Graft stifles Iraq’s growth

Startups that could aid economy face hurdles

A worker inspects a 20-liter bottle of water earlier this year at small water bottling plant in Fallujah 40 miles west of Baghdad. Bureaucratic hurdles and electricity shortages continue to stifle Iraq’s economy. (Associated Press)
Rebecca Santana Associated Press

FALLUJAH, Iraq – Imad Talib al-Obeidi ticks off 18 places he had to visit to start his bottled water plant: the police, the environment directorate, the health directorate, the city council and the district council, for starters.

He’s one of the relatively few Iraqi businessmen stubborn enough to play by the rules.

“Iraq is the country of bribes,” al-Obeidi said. “Our main problem is the hostile attitude by government employees in the offices because they show no cooperation, and if you do not pay bribes they will put obstacles in your way.”

The U.S.-led invasion eight years ago provided an opportunity to liberate Iraqis not only from Saddam Hussein’s oppression, but also from a command-and-control economy dependent on oil revenues. But when the last U.S. troops withdraw from Iraq by the end of the year, they will leave behind a nation in which widespread corruption, bureaucratic hurdles and electricity shortages continue to stifle the economy.

Oil revenues make up roughly 95 percent of Iraq’s budget, and the economic focus since the fall of Saddam has been on boosting the oil output and enticing foreign investors to exploit the oil fields. But graft and red tape remain challenges for them too: Even supposedly easy tasks, such as obtaining a visa, are difficult.

Nevertheless, experts say small business development can provide more jobs than big oil projects can. And by making their own goods, small businesses help a country become more competitive, self-sufficient and entrepreneurial – rather than relying on imports. These intangible qualities may far outlast the country’s oil wealth.

“There is an absolute need for a country’s businesses to become competitive,” said Abdulwahab Alkebsi, from the Washington-based Center for International Private Enterprise. “That’s the area that can improve the quality of life for Iraqis.”

Prime Minister Nouri al-Maliki’s spokesman, Ali al-Moussawi, said the government is trying to minimize bureaucracy and fight corruption but that such reforms take time to implement. He said the government approved a law two years ago that was designed to encourage foreign investment and has been giving loans to people in the agriculture sector.

Small and medium enterprises make up only about 6 to 8 percent of Iraq’s gross domestic product, estimates Sherwan Anwar Mustafa, managing director for the USAID-funded Iraqi Company for Financing SME’s.
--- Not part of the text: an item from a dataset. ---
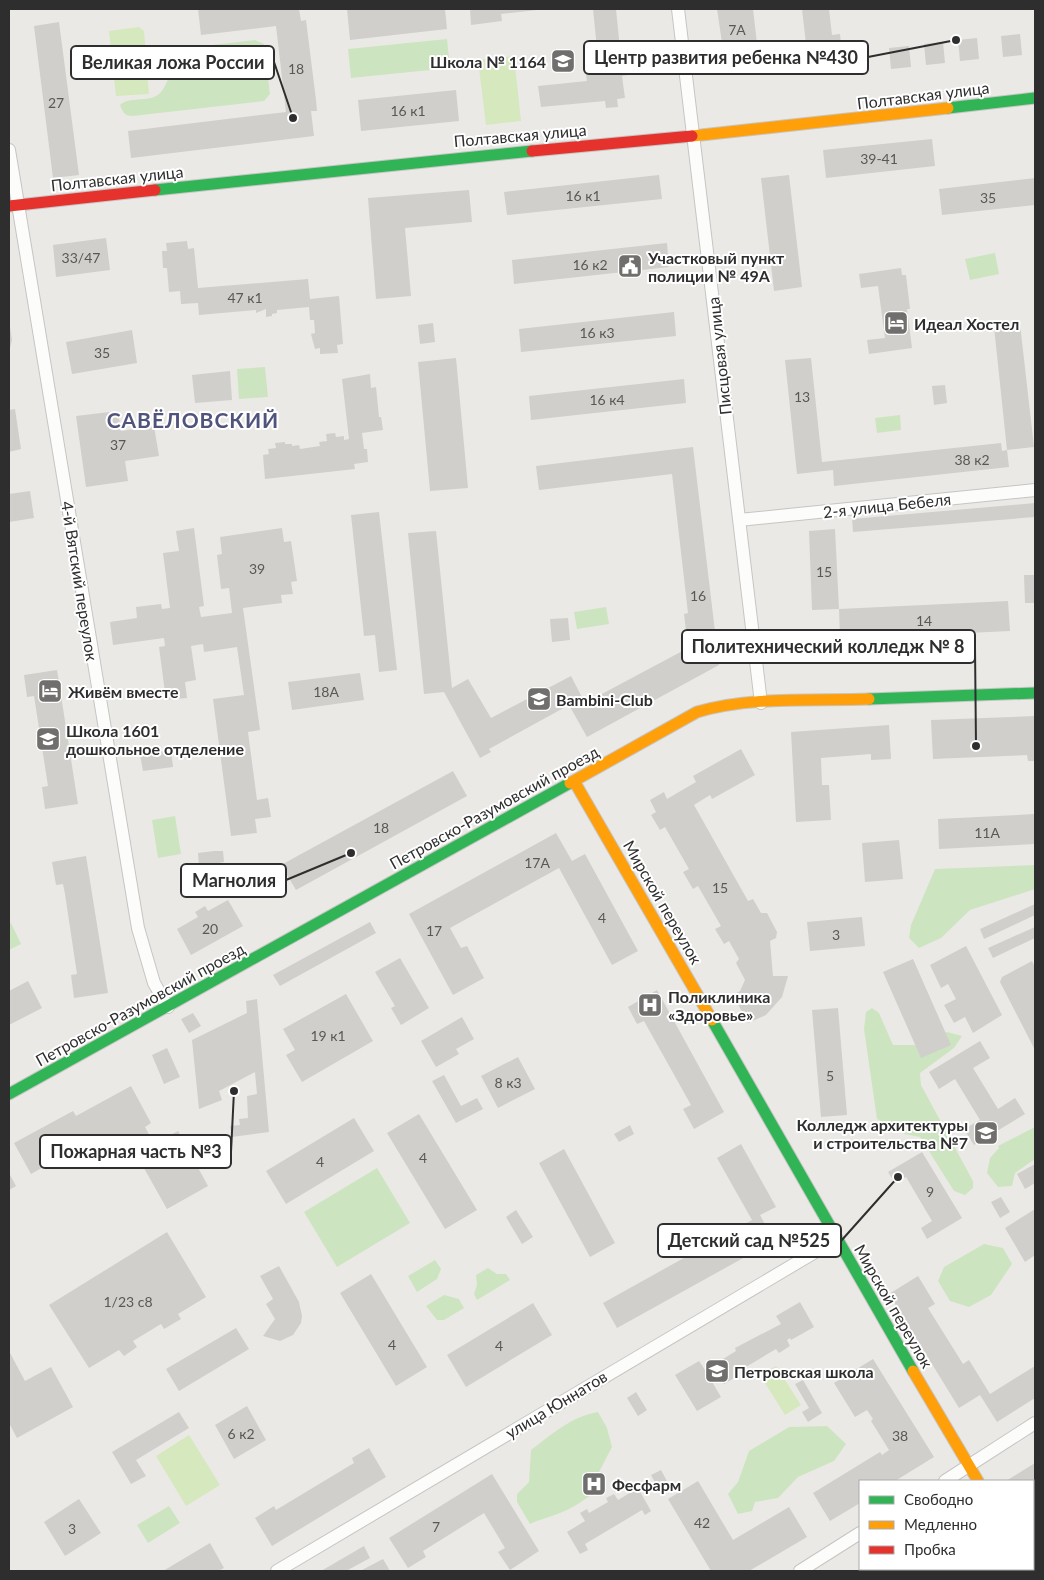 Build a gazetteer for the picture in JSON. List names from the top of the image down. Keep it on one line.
{"streets":{"street":["Полтавская улица","Писцовая улица","2-я улица Бебеля","4-й Вятский переулок","Петровско-Разумовский проезд","Мирской переулок","улица Юннатов"]},"crossings":[["Полтавская улица","Писцовая улица"],["Полтавская улица","4-й Вятский переулок"],["Писцовая улица","2-я улица Бебеля"],["Писцовая улица","Петровско-Разумовский проезд"],["4-й Вятский переулок","Петровско-Разумовский проезд"],["Петровско-Разумовский проезд","Мирской переулок"],["Мирской переулок","улица Юннатов"]],"districts":["САВЁЛОВСКИЙ"],"places":{"other":["Центр развития ребенка №430","Великая ложа России","Политехнический колледж № 8","Магнолия","Пожарная часть №3","Детский сад №525"],"school or university":["Школа № 1164","Bambini-Club","Школа 1601 дошкольное отделение","Колледж архитектуры и строительства №7","Петровская школа"],"public building":["Участковый пункт полиции № 49А"],"hotel":["Идеал Хостел","Живём вместе"],"hospital":["Поликлиника «Здоровье»","Фесфарм"]},"house_numbers":["7А","18","27","16 к1","39-41","16 к1","35","33/47","16 к2","47 к1","16 к3","35","13","16 к4","37","38 к2","39","15","16","14","18А","18","11А","17А","15","4","20","17","3","19 к1","5","8 к3","4","4","9","1/23 с8","4","4","6 к2","38","42","7","3"],"legend":["Свободно","Медленно","Пробка"]} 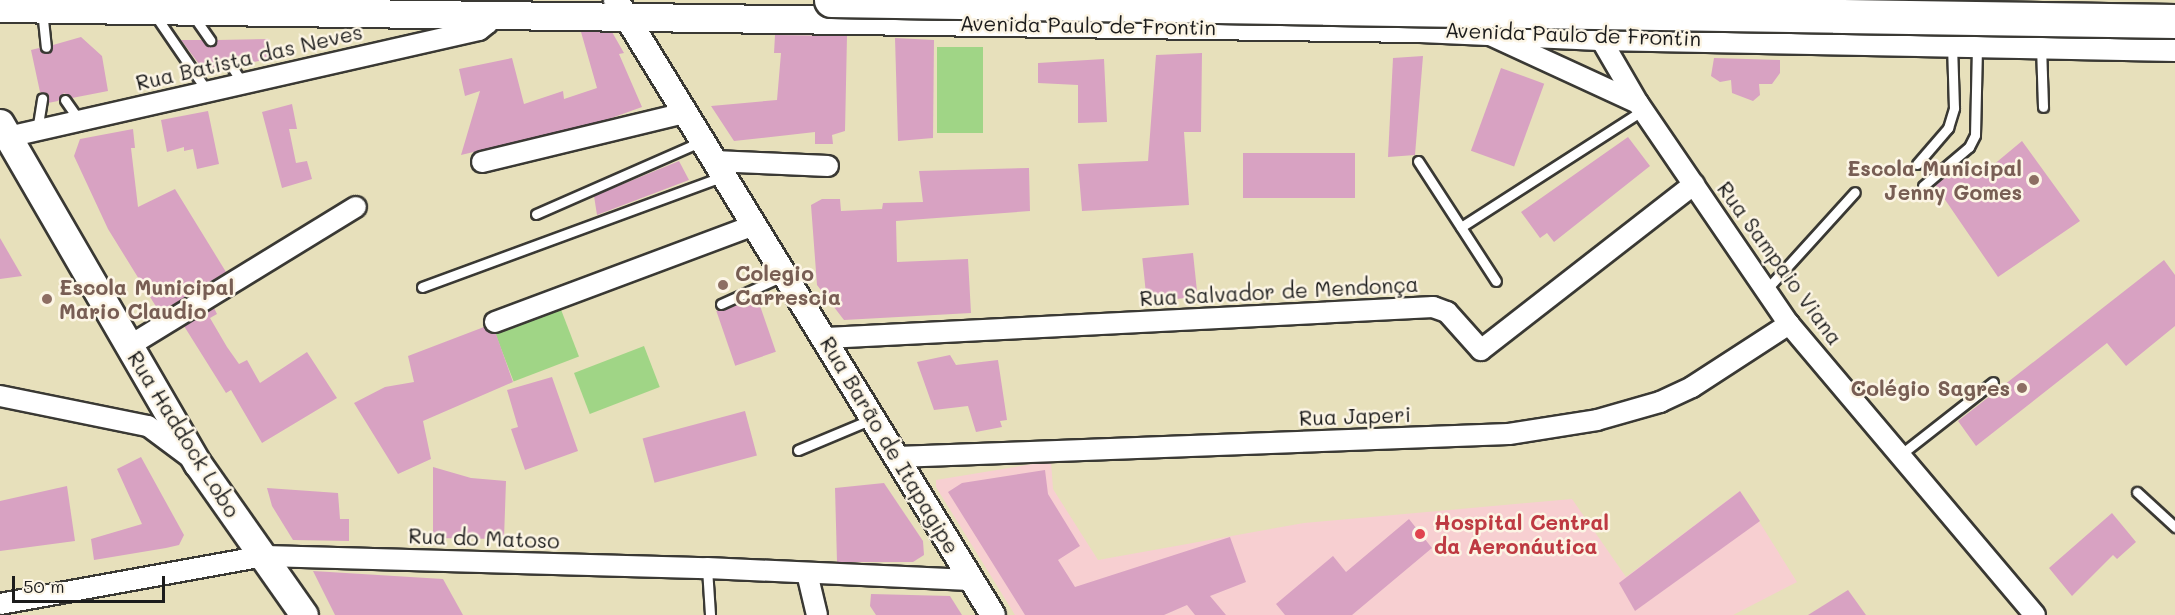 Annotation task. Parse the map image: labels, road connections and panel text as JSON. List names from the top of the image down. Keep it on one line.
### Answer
{"streets":{"main road":["Avenida Paulo de Frontin","Rua Haddock Lobo"],"street":["Rua Batista das Neves","Rua Sampaio Viana","Rua Salvador de Mendonça","Rua Japeri","Rua Barão de Itapagipe","Rua do Matoso"]},"crossings":[["Avenida Paulo de Frontin","Rua Batista das Neves"],["Avenida Paulo de Frontin","Rua Sampaio Viana"],["Avenida Paulo de Frontin","Rua Barão de Itapagipe"],["Rua Batista das Neves","Rua Haddock Lobo"],["Rua Sampaio Viana","Rua Salvador de Mendonça"],["Rua Sampaio Viana","Rua Japeri"],["Rua Salvador de Mendonça","Rua Barão de Itapagipe"],["Rua Japeri","Rua Barão de Itapagipe"],["Rua Haddock Lobo","Rua do Matoso"],["Rua Barão de Itapagipe","Rua do Matoso"]],"places":["Escola Municipal Jenny Gomes","Colegio Carrescia","Escola Municipal Mario Claudio","Colégio Sagres","Hospital Central da Aeronáutica"],"scale_bar":"50 m"}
Al-Obeidi said he once spent two months going from office to office in the Anbar Province Environment Directorate to get a piece of paper saying that his plant in the city of Fallujah was for commercial and not residential use.

He even had to convince the police and Mukhabarat – akin to the FBI – that he wasn’t going to poison anyone.

He said he could have avoided the whole process with a $20 bribe, but stubbornness made him persist through legal channels.

The difficulty in registering means many Iraqi business owners instead operate off the books. A recent survey by the Center for International Private Enterprise of 900 businesses across Iraq found that 55 percent were unregistered. That means they don’t pay taxes and aren’t necessarily following the most stringent of regulations.

In Fallujah, Suhaib Munim owns a small yogurt factory that operates without a license.

“We gave someone a $1,000 bribe to obtain these permissions in a faster way and to ignore the faults in the health measures in the place. My place lacks health measures such as ceramic tiles which should be covering the walls and the floor, but this would cost me a huge amount of money,” acknowledged Munim.

When it’s hot, Munim and his employees lounge barefoot in the refrigerator unit alongside the cooling yogurt – a likely violation of health regulations.

He said if the Anbar province health officials knew where his office was located, they would close him down. But like many business owners used to Iraq’s lax regulation enforcement, he had no hesitancy in talking to a foreign journalist.

Now that he’d like to expand, he’s running into a typical problem for unregistered businesses. It’s hard to get a bank loan to buy property. It’s also difficult to acquire property from the government, the biggest landowner in the country.

Alkebsi said often the emphasis is on shutting down such businesses instead of helping them become legal.

The deputy governor of Anbar province downplayed the registration problem and said it should take only a week to 10 days to get the necessary approvals to open a business. He said it is Iraqi citizens who are encouraging corruption by offering to pay the bribes.